JACK GROMER VICE PRESIDENT - ENGINEERING

ID: 77-1.38

Open

TYPE: INTERPRETATION-NHTSA

DATE: 03/04/77

FROM: AUTHOR UNAVAILABLE; F. Berndt; NHTSA

TO: Wesbar Corporation

TITLE: FMVSS INTERPRETATION

TEXT: Thank you for your frank letter of January 13, 1977, commenting upon the lack of clarity you feel exists in my letter to you of December 6, 1976, interpreting Motor Vehicle Safety Standard No. 108.

As a lawyer it is obvious to me that the best regulatory practice is to be as specific as possible in establishing requirements and prohibitions. When a regulation itself is unclear, however, its interpretation may necessarily be imprecise. Because the term "optical combination" in S4.4.1 is not defined, my answers were necessarily worded in general terms though with the thought of establishing a general framework of guidance for you. They were not intended to be "a masterpiece of bureaucratic weasel words." My letter meant, in plain English, that where tail lamps and clearance lamps are in a single compartment we don't want one lamp to perform, or to be perceived as performing, the function of the other. It is evident from your letter and others that our previous interpretations of the term "optical combination" have been found to be ambiguous and lacking in the objective criteria that a Federal motor vehicle safety standard must provide. We have reviewed the matter, and now wish to modify our previous interpretation. In our view a lamp is "optically combined" when the same light source (i.e. bulb) and the same lens area fulfill two or more functions (e.g. taillamp and stop lamp, clearance lamp and turn signal lamp). A dual filament bulb would be regarded as the "same light source". In determining conformance, the photometric requirements for clearance and taillamp functions, where two bulbs are located in a single compartment, must be met with only the bulb energized that is designed to perform the specific function. But the 15 candlepower maximum under Standard No. 108, however, would be determined with both the taillamp and clearance lamp bulb energized. Further, the lamp must be located to meet requirements for both clearance and taillamps. Our re-interpretation means that the issue of light spill-over from one area of the lamp to another is irrelevant to conformance.

SINCERELY,

January 13, 1977

Frank Berndt Acting Chief Counsel U.S. Dept. of Transportation National Highway Traffic Safety Administration

Refer: N40-30 Your letter of December 6, 1976

A combination of a Christmas holiday with the family in Arizona and year end activity here in our plant has prevented our sending you a reply to the referenced letter at an earlier date.

As far as we are concerned, your response to our October 28 letter is a masterpiece of bureaucratic weasel words and one which avoids positive answers or defensible positions on the specific questions we submitted.

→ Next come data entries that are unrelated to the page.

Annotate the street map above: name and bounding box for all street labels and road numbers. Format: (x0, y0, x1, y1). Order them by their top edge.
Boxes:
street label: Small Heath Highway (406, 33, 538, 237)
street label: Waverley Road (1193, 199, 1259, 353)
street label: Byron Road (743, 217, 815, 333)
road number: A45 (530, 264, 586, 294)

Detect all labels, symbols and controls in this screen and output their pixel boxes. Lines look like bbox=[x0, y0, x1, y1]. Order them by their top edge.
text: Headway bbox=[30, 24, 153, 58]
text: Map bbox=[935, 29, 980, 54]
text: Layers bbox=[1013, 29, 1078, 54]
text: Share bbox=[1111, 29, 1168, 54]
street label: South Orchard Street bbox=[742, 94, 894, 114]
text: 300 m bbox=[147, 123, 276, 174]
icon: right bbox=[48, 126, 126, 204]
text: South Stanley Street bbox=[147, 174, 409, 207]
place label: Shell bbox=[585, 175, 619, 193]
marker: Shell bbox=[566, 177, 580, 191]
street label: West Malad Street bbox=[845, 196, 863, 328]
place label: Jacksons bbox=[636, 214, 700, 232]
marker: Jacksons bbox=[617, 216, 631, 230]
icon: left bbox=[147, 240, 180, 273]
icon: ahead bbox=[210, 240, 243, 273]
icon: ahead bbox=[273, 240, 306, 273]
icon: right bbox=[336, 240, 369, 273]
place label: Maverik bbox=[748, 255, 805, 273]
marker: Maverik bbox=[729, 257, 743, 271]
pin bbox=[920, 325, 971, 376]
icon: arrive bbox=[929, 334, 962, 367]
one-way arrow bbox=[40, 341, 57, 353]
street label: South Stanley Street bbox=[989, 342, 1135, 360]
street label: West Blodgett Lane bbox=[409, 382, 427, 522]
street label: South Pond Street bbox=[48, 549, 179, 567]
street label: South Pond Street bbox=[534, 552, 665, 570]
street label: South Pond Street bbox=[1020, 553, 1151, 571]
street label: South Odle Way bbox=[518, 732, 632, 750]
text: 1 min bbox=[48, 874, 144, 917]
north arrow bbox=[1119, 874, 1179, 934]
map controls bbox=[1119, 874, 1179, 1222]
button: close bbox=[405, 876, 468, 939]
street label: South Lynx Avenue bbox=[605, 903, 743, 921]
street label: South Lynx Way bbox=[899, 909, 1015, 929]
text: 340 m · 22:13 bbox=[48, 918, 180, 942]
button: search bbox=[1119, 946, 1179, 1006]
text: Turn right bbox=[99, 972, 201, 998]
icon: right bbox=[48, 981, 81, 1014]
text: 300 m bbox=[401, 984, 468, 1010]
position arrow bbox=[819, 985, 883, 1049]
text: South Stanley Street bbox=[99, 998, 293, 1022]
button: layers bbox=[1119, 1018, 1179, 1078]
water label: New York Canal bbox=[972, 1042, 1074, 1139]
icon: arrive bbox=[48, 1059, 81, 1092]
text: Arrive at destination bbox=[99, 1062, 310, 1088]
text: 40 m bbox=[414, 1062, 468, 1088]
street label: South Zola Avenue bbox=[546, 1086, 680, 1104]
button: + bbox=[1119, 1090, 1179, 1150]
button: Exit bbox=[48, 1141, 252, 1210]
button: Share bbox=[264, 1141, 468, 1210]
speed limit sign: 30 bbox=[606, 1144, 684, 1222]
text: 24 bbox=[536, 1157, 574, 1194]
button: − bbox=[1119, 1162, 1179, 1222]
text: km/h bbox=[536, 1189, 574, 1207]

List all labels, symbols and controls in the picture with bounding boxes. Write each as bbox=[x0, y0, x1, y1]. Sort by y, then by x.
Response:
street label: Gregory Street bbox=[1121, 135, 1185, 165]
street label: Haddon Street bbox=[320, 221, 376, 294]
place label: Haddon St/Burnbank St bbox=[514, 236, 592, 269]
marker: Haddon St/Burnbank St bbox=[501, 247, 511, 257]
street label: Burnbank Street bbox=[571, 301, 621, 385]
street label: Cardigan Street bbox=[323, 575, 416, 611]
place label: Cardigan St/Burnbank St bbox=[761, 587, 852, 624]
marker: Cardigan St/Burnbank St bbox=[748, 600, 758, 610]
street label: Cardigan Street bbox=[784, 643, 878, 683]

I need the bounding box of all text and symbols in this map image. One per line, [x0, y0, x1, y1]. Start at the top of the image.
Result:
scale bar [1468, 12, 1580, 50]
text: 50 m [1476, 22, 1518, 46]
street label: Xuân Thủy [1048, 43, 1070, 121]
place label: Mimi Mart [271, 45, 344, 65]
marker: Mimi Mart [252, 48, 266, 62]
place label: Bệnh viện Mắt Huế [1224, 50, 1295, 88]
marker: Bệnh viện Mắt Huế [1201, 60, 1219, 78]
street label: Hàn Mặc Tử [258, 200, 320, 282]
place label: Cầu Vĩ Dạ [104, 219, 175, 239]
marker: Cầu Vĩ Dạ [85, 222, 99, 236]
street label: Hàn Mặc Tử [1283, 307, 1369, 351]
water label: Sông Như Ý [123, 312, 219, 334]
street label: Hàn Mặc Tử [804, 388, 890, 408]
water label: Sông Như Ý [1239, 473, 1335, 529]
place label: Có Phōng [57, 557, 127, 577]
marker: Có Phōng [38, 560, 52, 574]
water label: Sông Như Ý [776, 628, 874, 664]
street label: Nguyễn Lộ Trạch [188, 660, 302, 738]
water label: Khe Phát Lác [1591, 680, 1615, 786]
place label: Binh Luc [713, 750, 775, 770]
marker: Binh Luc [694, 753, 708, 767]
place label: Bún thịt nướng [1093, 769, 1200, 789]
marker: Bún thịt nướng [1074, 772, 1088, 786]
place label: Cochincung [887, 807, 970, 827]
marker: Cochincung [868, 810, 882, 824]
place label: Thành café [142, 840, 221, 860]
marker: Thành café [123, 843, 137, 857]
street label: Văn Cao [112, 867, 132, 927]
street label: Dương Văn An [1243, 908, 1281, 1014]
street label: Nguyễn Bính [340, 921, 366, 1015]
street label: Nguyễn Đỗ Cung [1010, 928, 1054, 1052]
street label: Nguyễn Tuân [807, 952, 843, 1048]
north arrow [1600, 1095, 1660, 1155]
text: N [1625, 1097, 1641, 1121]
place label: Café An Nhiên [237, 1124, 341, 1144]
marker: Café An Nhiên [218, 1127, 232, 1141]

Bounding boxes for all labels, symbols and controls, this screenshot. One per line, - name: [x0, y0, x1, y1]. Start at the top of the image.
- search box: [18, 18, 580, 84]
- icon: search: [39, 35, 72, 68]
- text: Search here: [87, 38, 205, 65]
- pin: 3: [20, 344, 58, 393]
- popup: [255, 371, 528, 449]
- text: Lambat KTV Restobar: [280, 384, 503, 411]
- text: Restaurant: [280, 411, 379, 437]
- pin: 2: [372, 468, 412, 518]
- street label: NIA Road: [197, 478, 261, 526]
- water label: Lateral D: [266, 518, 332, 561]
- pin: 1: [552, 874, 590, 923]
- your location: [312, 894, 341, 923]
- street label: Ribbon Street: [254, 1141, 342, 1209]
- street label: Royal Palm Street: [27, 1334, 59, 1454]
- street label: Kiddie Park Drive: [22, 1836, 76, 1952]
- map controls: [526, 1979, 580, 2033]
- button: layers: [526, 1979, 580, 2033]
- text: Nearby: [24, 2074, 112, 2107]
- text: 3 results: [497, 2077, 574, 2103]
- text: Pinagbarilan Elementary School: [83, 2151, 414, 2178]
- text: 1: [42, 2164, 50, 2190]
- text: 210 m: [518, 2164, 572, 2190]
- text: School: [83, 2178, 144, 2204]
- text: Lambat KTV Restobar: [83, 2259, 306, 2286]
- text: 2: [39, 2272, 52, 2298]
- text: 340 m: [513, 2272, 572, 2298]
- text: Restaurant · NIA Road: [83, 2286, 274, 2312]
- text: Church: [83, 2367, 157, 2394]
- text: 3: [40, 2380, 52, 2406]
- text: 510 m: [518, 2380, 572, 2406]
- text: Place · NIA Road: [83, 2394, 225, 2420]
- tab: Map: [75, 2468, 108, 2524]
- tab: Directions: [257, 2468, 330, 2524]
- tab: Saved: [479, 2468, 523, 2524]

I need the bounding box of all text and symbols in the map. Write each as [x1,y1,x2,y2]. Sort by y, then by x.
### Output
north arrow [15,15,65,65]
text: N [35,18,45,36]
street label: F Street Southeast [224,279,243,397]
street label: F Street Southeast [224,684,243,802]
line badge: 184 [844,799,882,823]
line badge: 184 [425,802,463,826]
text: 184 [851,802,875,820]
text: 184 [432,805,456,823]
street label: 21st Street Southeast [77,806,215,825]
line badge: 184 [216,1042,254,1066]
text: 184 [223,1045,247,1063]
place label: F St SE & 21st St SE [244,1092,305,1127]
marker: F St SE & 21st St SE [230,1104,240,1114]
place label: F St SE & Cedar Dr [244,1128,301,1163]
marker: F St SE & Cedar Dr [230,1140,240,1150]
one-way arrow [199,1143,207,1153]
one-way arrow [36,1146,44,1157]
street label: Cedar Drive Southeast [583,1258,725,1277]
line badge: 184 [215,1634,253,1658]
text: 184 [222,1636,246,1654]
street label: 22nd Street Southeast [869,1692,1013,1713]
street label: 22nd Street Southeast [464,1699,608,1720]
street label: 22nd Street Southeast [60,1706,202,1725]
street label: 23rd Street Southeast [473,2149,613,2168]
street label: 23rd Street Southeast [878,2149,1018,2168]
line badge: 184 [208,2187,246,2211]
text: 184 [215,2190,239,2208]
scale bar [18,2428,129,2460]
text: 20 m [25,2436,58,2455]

Discussing first your lengthy second paragraph; from line 6 we quote: ". . . . Standard 108 does not require separate compartments (i.e. and opaque barrier) for tail lamps and clearance lamps . . . " Perhaps you can give some scientific explanation how two lamps can be in the same compartment and not interfere optically with one another. The degree of candlepower emanating from each bulb is dependent on their respective candlepowers and in the case of tail and clearance lamp bulbs, the lumens generated are not very far apart since clearance lamp bulbs deliver 2 c.p. and tail lamp bulbs 3 c.p. If tail lamp and clearance lamp bulbs were positioned relatively close together in the single compartment (a condition you state is permissible) I submit that a "driver in a following vehicle" could not possibly interpret one lamp from the other.

May we refer you to line 15 of the second paragraph of your letter and we quote: "there is no appreciable amount of incidental light emitted from the lens of the clearance lamp . . . " To any engineer or attorney involved with compliance regulations, the words "appreciable amount" are incongruous when applied to a standard such as 108, the purpose of which is to spell out specific optical values, tests, and locations for lights. DOT 108 standard permits no deviation from the SAE standards referenced, which standards positively indicate optical values for lamps. Nor does DOT 108 permit any option on the number and types of lamps required on a trailer or where these lamps shall be located. "Appreciable" has no measureable value, therefore, we ask, whose judgement will prevail when evaluating the design and testing of a lamp, the manufacturer or your compliance people. How would you legally defend your position that a light has an "appreciable" amount of spill, hence is illegal, in the absence of an applicable photometric standard.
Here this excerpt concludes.